Instructions for the task -> Compute how many lines in the entries below contain "Novembro", and output nothing but the number.

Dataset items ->
⟨

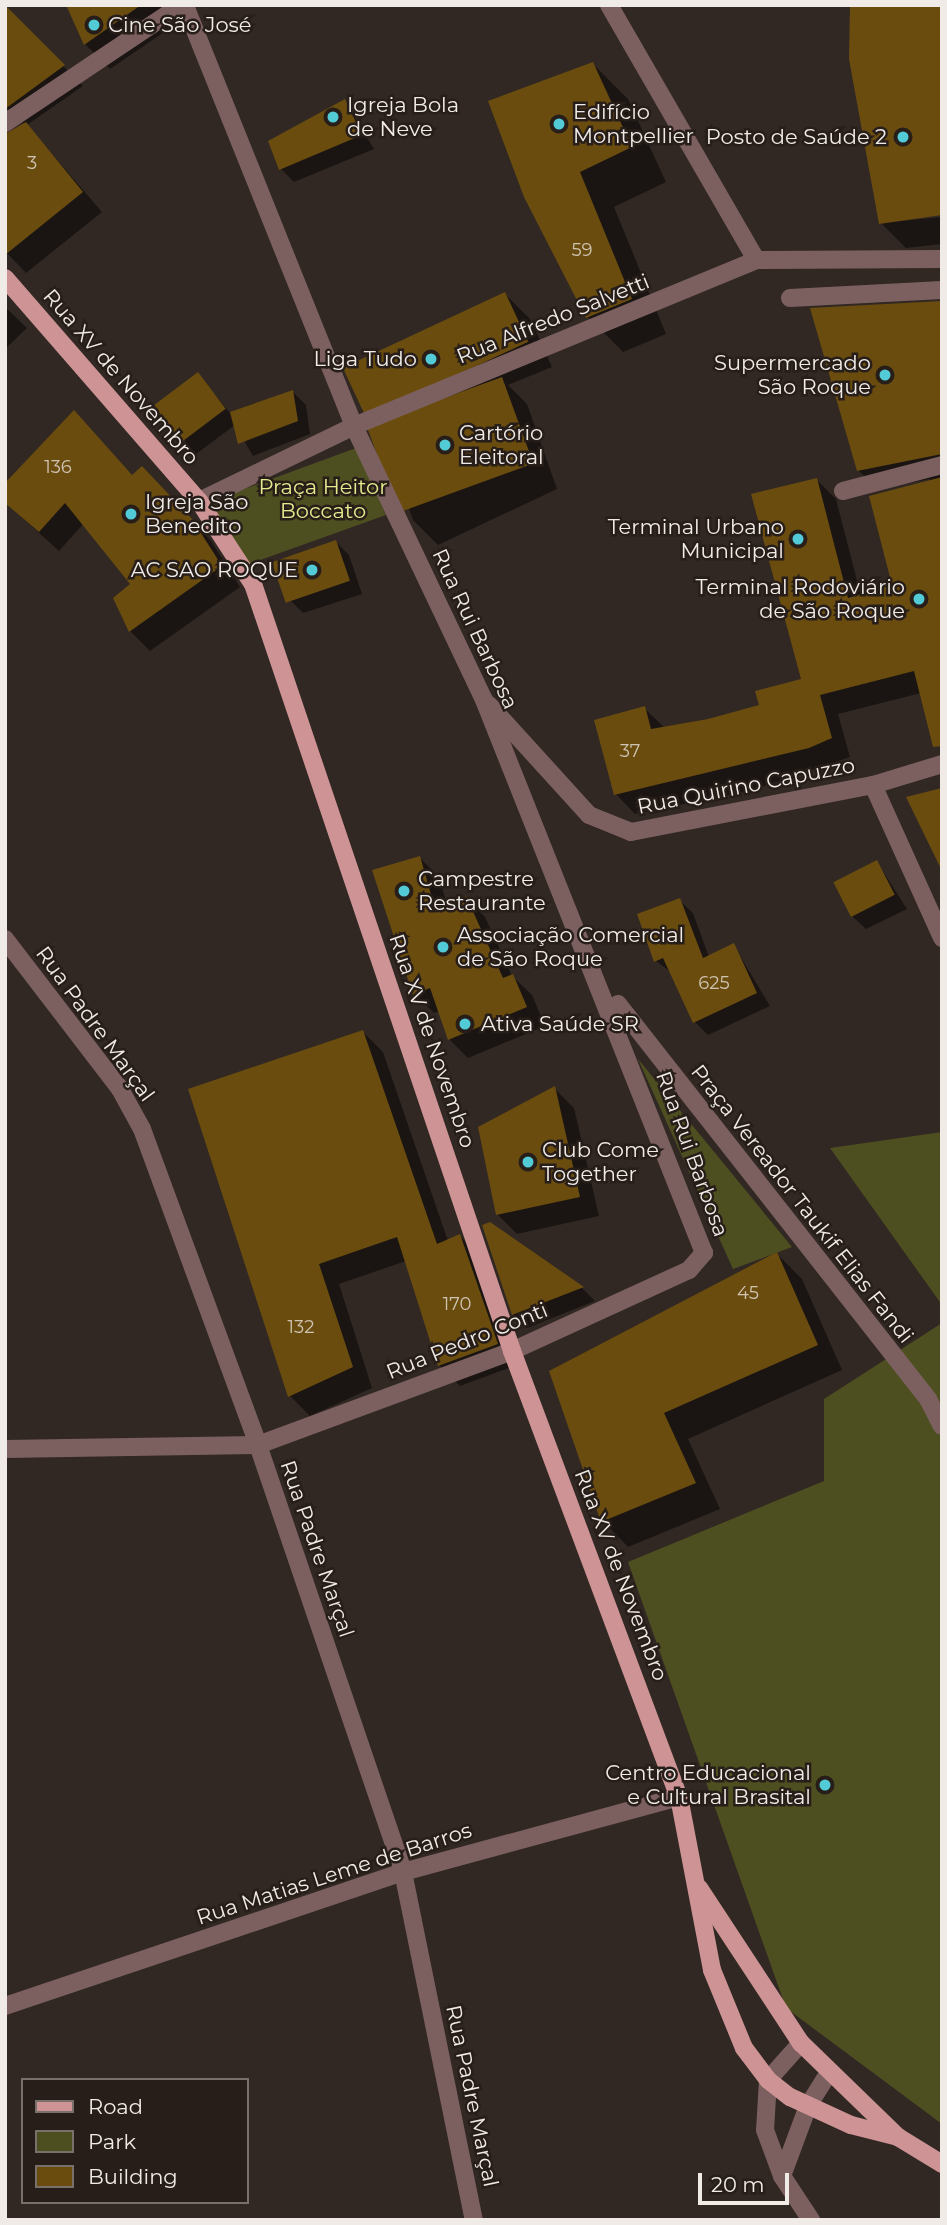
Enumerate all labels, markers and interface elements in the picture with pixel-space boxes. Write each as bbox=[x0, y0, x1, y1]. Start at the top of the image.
place label: Cine São José bbox=[108, 12, 252, 38]
marker: Cine São José bbox=[86, 17, 102, 33]
place label: Igreja Bola de Neve bbox=[347, 92, 459, 142]
place label: Edifício Montpellier bbox=[573, 99, 694, 149]
marker: Igreja Bola de Neve bbox=[325, 109, 341, 125]
marker: Edifício Montpellier bbox=[551, 116, 567, 132]
place label: Posto de Saúde 2 bbox=[706, 124, 887, 150]
marker: Posto de Saúde 2 bbox=[893, 127, 913, 147]
house number: 3 bbox=[27, 152, 37, 174]
house number: 59 bbox=[571, 239, 593, 261]
street label: Rua Alfredo Salvetti bbox=[453, 269, 653, 369]
street label: Rua XV de Novembro bbox=[38, 284, 204, 470]
place label: Liga Tudo bbox=[313, 346, 417, 372]
place label: Supermercado São Roque bbox=[714, 350, 871, 400]
marker: Liga Tudo bbox=[423, 351, 439, 367]
marker: Supermercado São Roque bbox=[877, 367, 893, 383]
place label: Cartório Eleitoral bbox=[459, 420, 544, 470]
marker: Cartório Eleitoral bbox=[437, 437, 453, 453]
house number: 136 bbox=[44, 456, 72, 478]
park label: Praça Heitor Boccato bbox=[258, 474, 388, 524]
place label: Igreja São Benedito bbox=[145, 489, 249, 539]
marker: Igreja São Benedito bbox=[123, 506, 139, 522]
place label: Terminal Urbano Municipal bbox=[608, 514, 784, 564]
marker: Terminal Urbano Municipal bbox=[790, 531, 806, 547]
street label: Rua Rui Barbosa bbox=[427, 545, 523, 713]
place label: AC SAO ROQUE bbox=[131, 557, 298, 583]
marker: AC SAO ROQUE bbox=[304, 562, 320, 578]
place label: Terminal Rodoviário de São Roque bbox=[696, 574, 905, 624]
marker: Terminal Rodoviário de São Roque bbox=[911, 591, 927, 607]
house number: 37 bbox=[620, 740, 640, 762]
street label: Rua Quirino Capuzzo bbox=[635, 753, 857, 819]
place label: Campestre Restaurante bbox=[418, 866, 546, 916]
marker: Campestre Restaurante bbox=[396, 883, 412, 899]
place label: Associação Comercial de São Roque bbox=[457, 922, 684, 972]
street label: Rua XV de Novembro bbox=[384, 931, 480, 1151]
marker: Associação Comercial de São Roque bbox=[435, 939, 451, 955]
street label: Rua Padre Marçal bbox=[30, 942, 160, 1106]
house number: 625 bbox=[698, 972, 730, 994]
place label: Ativa Saúde SR bbox=[481, 1011, 639, 1037]
marker: Ativa Saúde SR bbox=[455, 1014, 475, 1034]
street label: Praça Vereador Taukif Elias Fandi bbox=[685, 1060, 919, 1348]
street label: Rua Rui Barbosa bbox=[650, 1068, 734, 1240]
place label: Club Come Together bbox=[542, 1137, 659, 1187]
marker: Club Come Together bbox=[520, 1154, 536, 1170]
house number: 45 bbox=[737, 1282, 759, 1304]
house number: 170 bbox=[443, 1293, 471, 1315]
street label: Rua Pedro Conti bbox=[383, 1297, 551, 1385]
house number: 132 bbox=[288, 1316, 314, 1338]
street label: Rua Padre Marçal bbox=[275, 1457, 359, 1641]
street label: Rua XV de Novembro bbox=[569, 1466, 673, 1684]
place label: Centro Educacional e Cultural Brasital bbox=[605, 1760, 811, 1810]
marker: Centro Educacional e Cultural Brasital bbox=[817, 1777, 833, 1793]
street label: Rua Matias Leme de Barros bbox=[193, 1818, 475, 1930]
street label: Rua Padre Marçal bbox=[440, 2003, 504, 2189]
legend bbox=[21, 2078, 248, 2204]
text: Road bbox=[88, 2094, 143, 2119]
text: Park bbox=[88, 2129, 136, 2154]
scale bar bbox=[702, 2158, 793, 2202]
text: Building bbox=[88, 2164, 178, 2189]
text: 20 m bbox=[711, 2172, 765, 2197]

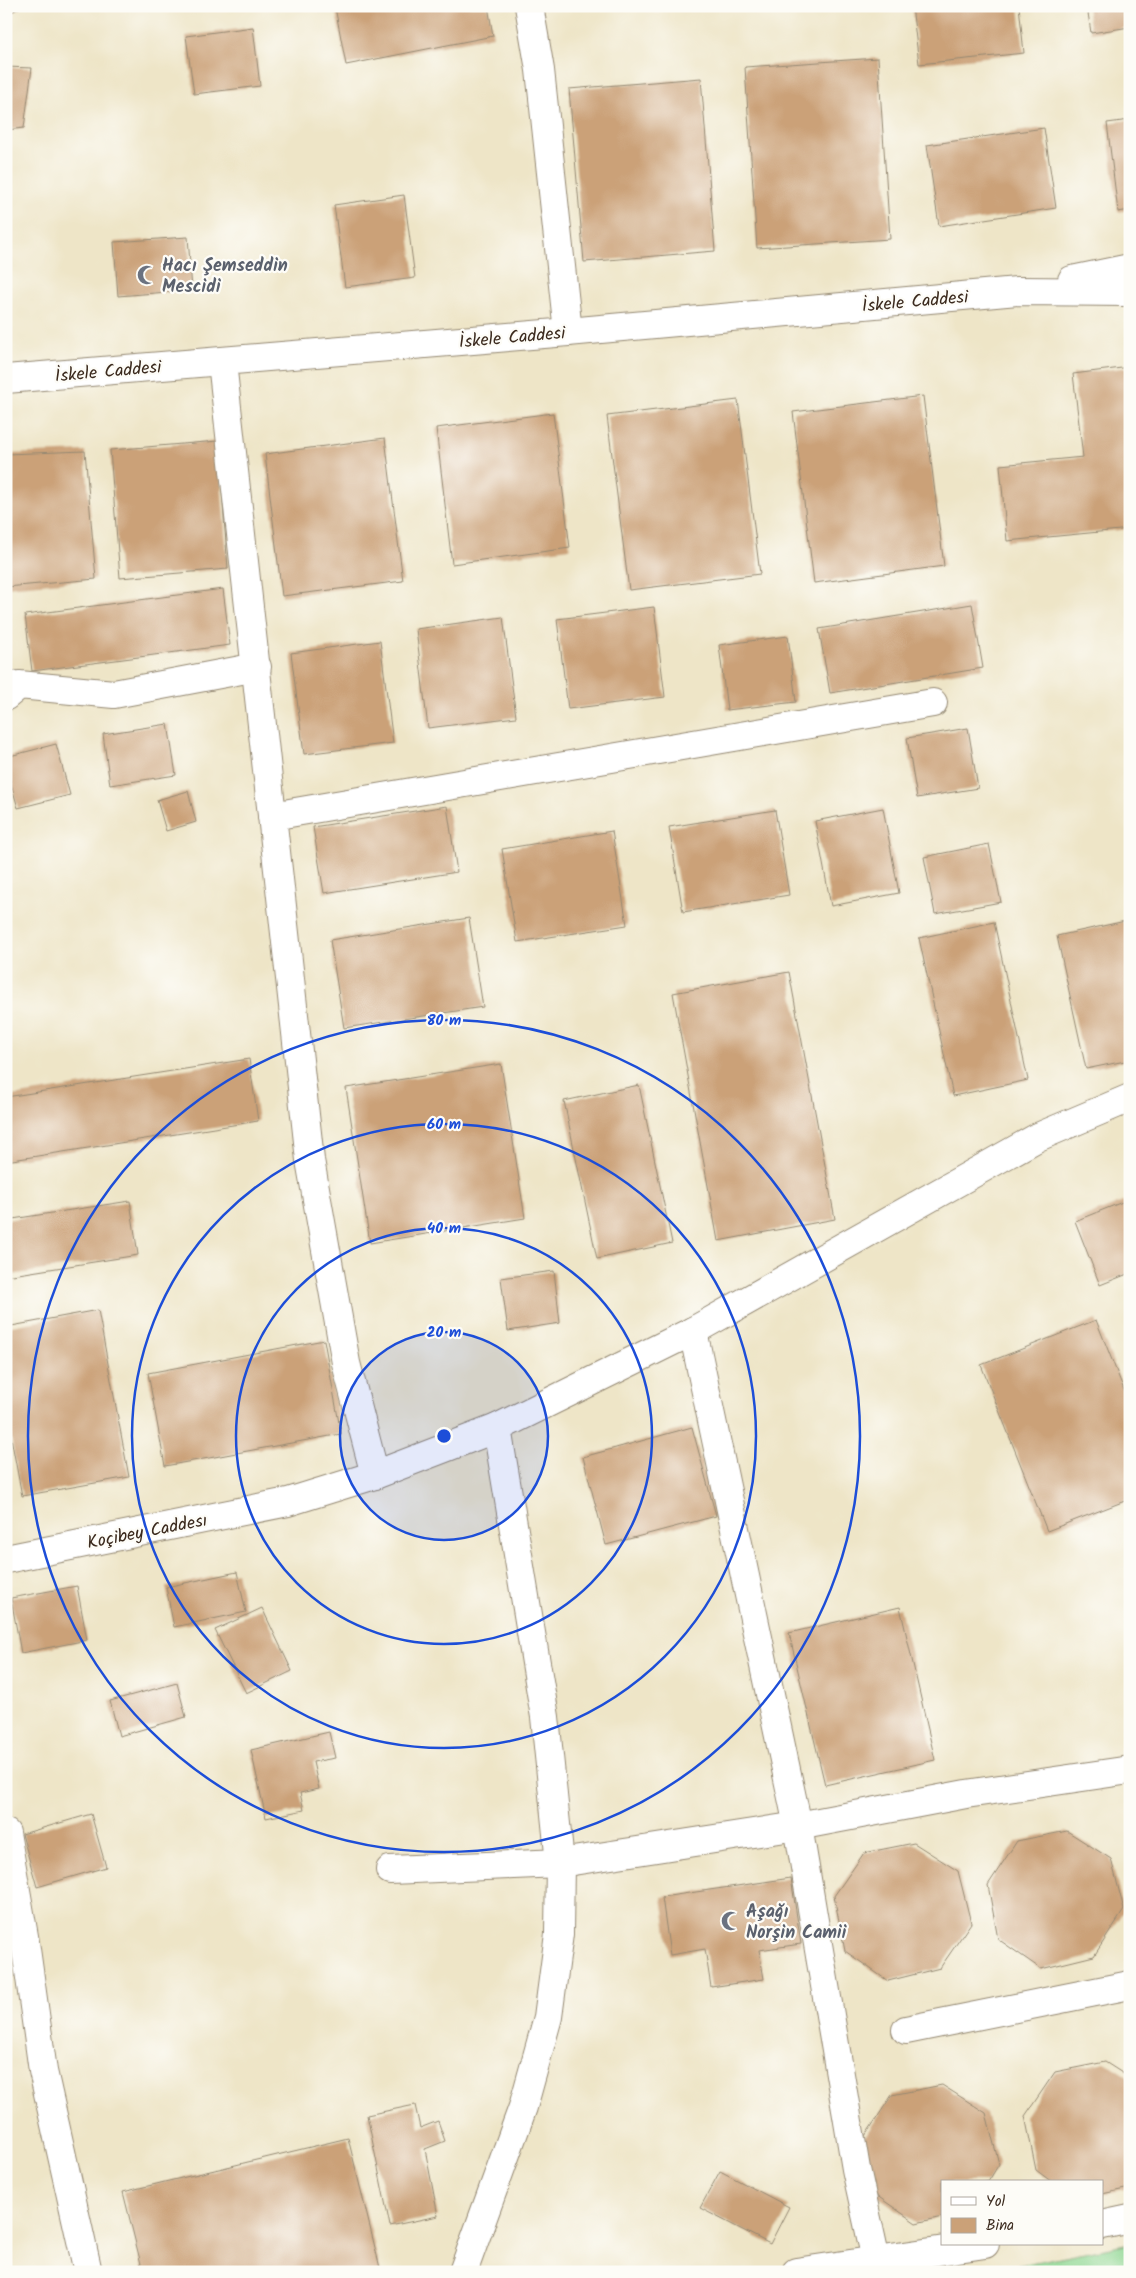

⟩

Response to the exercise -> 3